3. Decision day looms for Horn
Nerves will be jangling for the next few days in Köln as Germany Under 21 keeper, Timo Horn, weighs up his stick-or-twist options. While the youngster is under contract until 2019, a release clause in his current deal allows him to leave for a cut-price nine million euros during a short end-of-term window, which is rumoured to run out at the end of this month.
Liverpool scouts have been taking notes on almost a weekly basis and though Köln general manager, Jörg Schmadtke, says he is confident of keeping him on board, Horn is desperate to play in European club competitions and knows all too well he would need divine intervention for that to happen at the Müngersdorfer.
4. Hots for Hasenhüttl
Ingolstadt’s upwardly mobile coach, Ralph Hasenhüttl, probably is just four games away from the Audi-Sportspark exit.
After three excellent seasons in charge of the ‘Schanzer’ – taking them from the bottom of the second division to elite respectability – the 48-year-old Austrian apparently thinks he has nothing left to prove at the once-unfashionable Bavarians and is reported to have held talks with RB Leipzig, the nouveaux-riches easterners who stand on the verge of promotion to the German top-flight.
Nor are RBL alone in their pursuit of the catenaccio king.

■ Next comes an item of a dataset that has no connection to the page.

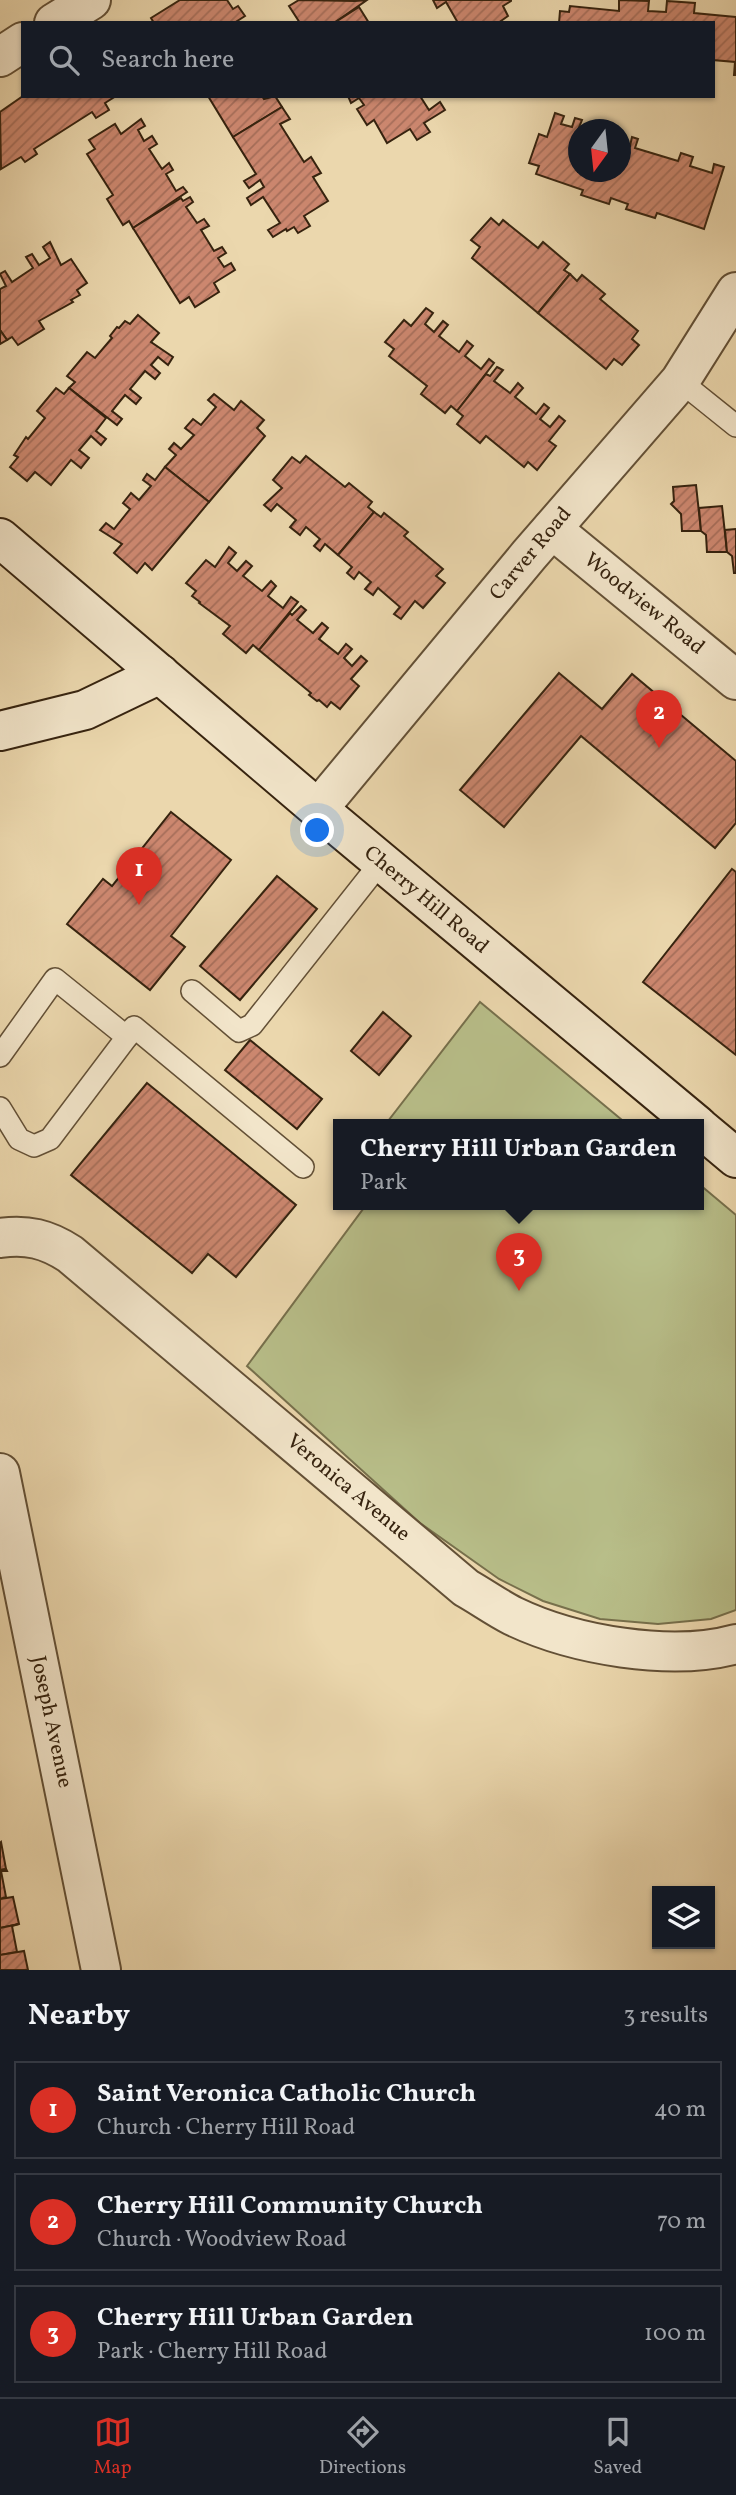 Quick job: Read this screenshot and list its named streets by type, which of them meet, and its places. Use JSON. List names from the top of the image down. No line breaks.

Unidentified Bundesliga and overseas outfits are in the hunt too. And despite being under contract to FCI until 2017, Hasenhüttl is perfectly happy to come clean about the state of play.
“I don’t know why people always link me with RB,” he said. “Other clubs have spoken to me.”
5. Fans: the good and the bad
In a weekend when a group of Köln ultras again turned ugly, going on the rampage in Mainz, the other side of the supporter coin was provided by followers of Werder Bremen.
Frustrated by their side’s relegation woes, the Green-and-White faithful could have turned up for Saturday’s home clash with Wolfsburg in sullen, depressed mood. But instead chose to emphatically get behind their boys, setting the tone a couple of hours before kick-off by waiting en masse to greet the approaching Werder team bus, pumping up the volume and singing their own version of the Oasis tune, Wonderwall.
“The atmosphere created here today was enormously helpful to us,” declared Bremen coach, Viktor Skripnik after his side’s morale-boosting 3-2 win.
“The support we had was crazy. It gave our performance extra percentage points.”
Werder remain in the bottom-three. However where there’s life, there’s hope.